The Progressive Impact Organization for Community Development, PRIMORG, in a bid to lend its voice in seeking justice for victimized and witch-hunted whistleblowers in Nigeria, keyed into the long-time fight by the African Centre for Media and Information Literacy, AFRICMIL.
PRIMORG’s interest was captured when several cases involving the illegal termination of appointments of whistleblowers from different government Ministries, Departments and Agencies, MDAs, were reported by various mainstream media outlets.
PRIMORG saw the need to start probing the seriousness of government in fulfilling its commitment in the fight against corruption and implementation of the whistleblower’s policy, especially in creating legal backings for the bill and ensuring it is assented to by President Muhammadu Buhari.
Taking action, PRIMORG attached a team member to AFRICMIL’s group to monitor and observe proceedings in the National Assembly regarding the hearing of the case between Murtala Ibrahim and the Federal Mortgage Bank of Nigeria, FMBN, on his unjust dismissal, for the second time.
However, the hearing in the House of Representatives set for February 13, 2020, was adjourned to March 5, 2020, due to the failure of FMBN to show up on the agreed date. It was later resolved that another letter would be sent to the bank as a reminder.
Because of the aforementioned developments, PRIMORG was swift to extend an invitation to AFRICMIL, which in turn, sent its Senior Programs Officer, Godwin Onyeacholem, to appear and speak on-behalf of the their organization.
In Abuja, AFRICMIL’s representative, played guest at the Live Wednesday Radio Program- Public Conscience, which is produced by PRIMORG, and was given the floor to address the numerous controversies surrounding the whistleblowers’ policy.
Some notable points he raised to encourage the whistleblowers is that there have been several success stories since the launch of the whistleblowers’ program in 2016, up until 2018, with the recovery of several looted funds.
That an important aspect of the policy, he said, is that it challenges the culture of silence and incentivizes the exposure process with rewards of 2.5 to 5 percent, depending on the amount retrieved.
That no government can fight corruption alone, and that it requires the corporation of citizens, stressing that “If you see something, say something.”
That citizens shouldn’t be only motivated to report when rewards are associated, urging Nigerians to be patriotic.
Last but not least, he emphasized that the EFCC and ICPC have the right by law to investigate a person suspected to be leaving above their means, even without petitions from Nigerians.
As a reminder on the case led to this interventions, you would recall that Ibrahim, who was the Head of ICT Process Audit and Special Investigation Unit at the bank, was on May 8, 2017, sacked by FMBN’s management for blowing the whistle on a contract scam and the banks’ doctored 2016 Half-Year Validation Report.

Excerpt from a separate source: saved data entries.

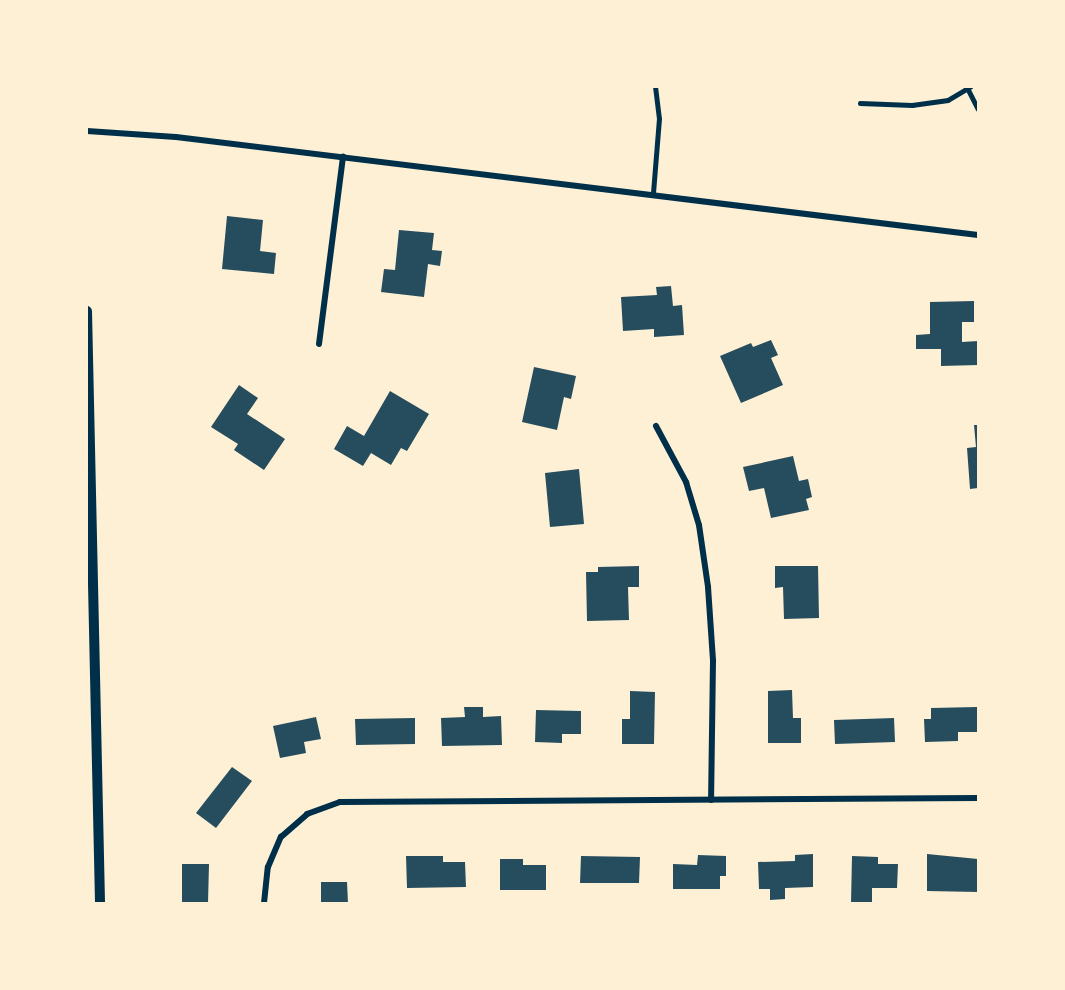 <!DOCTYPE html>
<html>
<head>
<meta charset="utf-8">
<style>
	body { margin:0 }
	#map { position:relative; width:1065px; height:990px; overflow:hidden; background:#fdf0d5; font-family:"Space Grotesk",sans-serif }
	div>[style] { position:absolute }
	.building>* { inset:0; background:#264d5e }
	.service>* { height:4.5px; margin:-2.25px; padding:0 2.25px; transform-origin:2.25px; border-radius:2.25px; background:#003049 }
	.minor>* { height:6px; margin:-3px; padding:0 3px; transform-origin:3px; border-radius:3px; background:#003049 }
	.tertiary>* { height:10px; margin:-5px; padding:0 5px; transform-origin:5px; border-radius:5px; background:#003049 }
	span { translate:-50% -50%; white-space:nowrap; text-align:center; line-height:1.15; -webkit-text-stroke:6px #fdf0d5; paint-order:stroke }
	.frame { position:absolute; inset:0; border:88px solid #fdf0d5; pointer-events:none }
</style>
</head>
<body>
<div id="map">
	<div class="building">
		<i style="clip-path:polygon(227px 216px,263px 220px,260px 251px,276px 253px,274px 274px,222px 269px)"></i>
		<i style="clip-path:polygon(399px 230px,434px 233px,432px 250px,442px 251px,440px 266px,428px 264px,424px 297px,381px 292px,384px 269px,395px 270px)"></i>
		<i style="clip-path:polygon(671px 286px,673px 306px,682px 305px,684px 335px,654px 337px,654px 329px,623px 331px,621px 297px,657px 295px,656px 287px)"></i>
		<i style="clip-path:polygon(974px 301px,974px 322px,962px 322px,962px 342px,978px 341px,978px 365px,941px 366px,941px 349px,916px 349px,916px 335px,930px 334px,930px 302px)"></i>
		<i style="clip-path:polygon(771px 340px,778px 355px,771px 358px,783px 385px,741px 403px,720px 356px,751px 343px,753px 347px)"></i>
		<i style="clip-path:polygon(534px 367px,576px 376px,571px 399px,564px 397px,557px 430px,522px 422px)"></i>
		<i style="clip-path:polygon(239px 385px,258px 398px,247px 414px,285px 439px,264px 470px,234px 450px,238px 444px,211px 427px)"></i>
		<i style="clip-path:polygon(390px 391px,429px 414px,407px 451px,401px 448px,391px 465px,371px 453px,363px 466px,334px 449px,347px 426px,364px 436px)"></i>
		<i style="clip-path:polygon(974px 425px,978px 425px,978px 488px,970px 489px,967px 448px,976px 447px)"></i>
		<i style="clip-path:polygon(793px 456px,799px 481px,808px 479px,812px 497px,806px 499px,809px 510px,771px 518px,764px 488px,749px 491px,743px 467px)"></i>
		<i style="clip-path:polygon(579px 469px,584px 524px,550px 527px,545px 473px)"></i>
		<i style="clip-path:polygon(639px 566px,639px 587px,628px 587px,629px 620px,587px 621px,586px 572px,598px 572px,598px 567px)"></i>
		<i style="clip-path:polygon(775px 566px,818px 566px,819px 618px,784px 619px,783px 587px,775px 588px)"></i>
		<i style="clip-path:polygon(792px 690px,793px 718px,801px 718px,801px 743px,768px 743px,768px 691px)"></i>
		<i style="clip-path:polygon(630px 691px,655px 692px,654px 744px,622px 744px,622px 719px,630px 719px)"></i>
		<i style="clip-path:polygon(464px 707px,483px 707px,483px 717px,501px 716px,502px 745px,442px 746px,441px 718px,465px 717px)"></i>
		<i style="clip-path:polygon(977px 707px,977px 732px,958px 732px,958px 741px,925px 742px,924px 719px,931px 719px,931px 708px)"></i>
		<i style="clip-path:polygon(536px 710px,581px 711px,581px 734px,562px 734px,562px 743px,535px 742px)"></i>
		<i style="clip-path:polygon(316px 717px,321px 739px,304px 742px,306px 753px,280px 758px,273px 726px)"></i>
		<i style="clip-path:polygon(415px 718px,415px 744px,356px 745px,355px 719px)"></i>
		<i style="clip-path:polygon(894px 718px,895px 742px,835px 744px,834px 720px)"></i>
		<i style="clip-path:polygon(232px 767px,252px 781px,216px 828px,196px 813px)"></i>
		<i style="clip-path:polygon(813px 854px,813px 887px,785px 888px,785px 899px,770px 900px,770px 889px,759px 889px,758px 862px,795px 861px,795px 855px)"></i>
		<i style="clip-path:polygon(927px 854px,978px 859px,978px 892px,927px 891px)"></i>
		<i style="clip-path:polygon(698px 855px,726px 856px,726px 876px,720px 876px,720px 889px,673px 889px,673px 864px,697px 865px)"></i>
		<i style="clip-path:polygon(406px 856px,443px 856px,443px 862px,465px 862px,466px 887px,407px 888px)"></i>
		<i style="clip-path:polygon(581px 856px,640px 857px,639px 883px,580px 883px)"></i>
		<i style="clip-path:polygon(852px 856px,878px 857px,878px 864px,898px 864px,897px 888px,872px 888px,872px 903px,851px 903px)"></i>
		<i style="clip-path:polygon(500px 859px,523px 859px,523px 865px,546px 865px,546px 890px,500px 890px)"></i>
		<i style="clip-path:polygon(182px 864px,209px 864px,208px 903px,182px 903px)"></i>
		<i style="clip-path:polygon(321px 882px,347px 882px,348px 903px,321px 903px)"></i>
	</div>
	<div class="service">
		<i style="left:968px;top:89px;width:22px;rotate:63deg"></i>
		<i style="left:860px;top:103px;width:52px;rotate:2.2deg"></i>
		<i style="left:912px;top:105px;width:36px;rotate:-8deg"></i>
		<i style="left:948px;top:100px;width:26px;rotate:-31deg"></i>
		<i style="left:653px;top:193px;width:74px;rotate:-85.4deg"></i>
		<i style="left:659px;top:119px;width:32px;rotate:-97deg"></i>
	</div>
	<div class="minor">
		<i style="left:87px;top:131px;width:89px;rotate:3.9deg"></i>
		<i style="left:176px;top:137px;width:808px;rotate:6.97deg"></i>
		<i style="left:319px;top:344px;width:189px;rotate:-82.7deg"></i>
		<i style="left:656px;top:426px;width:64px;rotate:61.8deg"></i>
		<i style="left:686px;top:482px;width:45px;rotate:73.2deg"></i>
		<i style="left:699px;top:525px;width:63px;rotate:81.7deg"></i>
		<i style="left:708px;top:587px;width:74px;rotate:86.1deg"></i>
		<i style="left:713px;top:661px;width:139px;rotate:90.8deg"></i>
		<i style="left:264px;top:903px;width:36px;rotate:-84deg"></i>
		<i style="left:268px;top:867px;width:33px;rotate:-67deg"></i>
		<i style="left:281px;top:837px;width:35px;rotate:-41deg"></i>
		<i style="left:307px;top:814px;width:35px;rotate:-20deg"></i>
		<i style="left:340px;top:802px;width:638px;rotate:-0.36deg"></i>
	</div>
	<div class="tertiary">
		<i style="left:87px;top:311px;width:592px;rotate:88.74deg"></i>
	</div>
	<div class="frame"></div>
</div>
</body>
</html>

Meanwhile, after series of interventions, including that of AFRICMIL, Ibrahim was reinstated and transferred to Taraba State in 2018, as the attention of the Minister of works and housing, Mr. Babatiunde Fashola, was drawn to the case.
Unfortunately, in 2019, Murtala Ibrahim’s job was terminated again. A letter informing Mr Ibrahim of his latest sack was signed by the managing director of the bank, Ahmed Dangiwa, and the executive director, finance and corporate service, Melville Ebo.
On this note, PRIMORG stays observant to see the outcome of the hearing while standing in solidarity with Ibrahim Murtala and other victims of whistleblowing.
Our Organization also expresses high hopes that Ibrahim will come out triumphant as plans are already on ground to amplify his case and use it to encourage the Nigerian Citizens that there is still light at the end of the tunnel even after being persecuted for exposing corruption.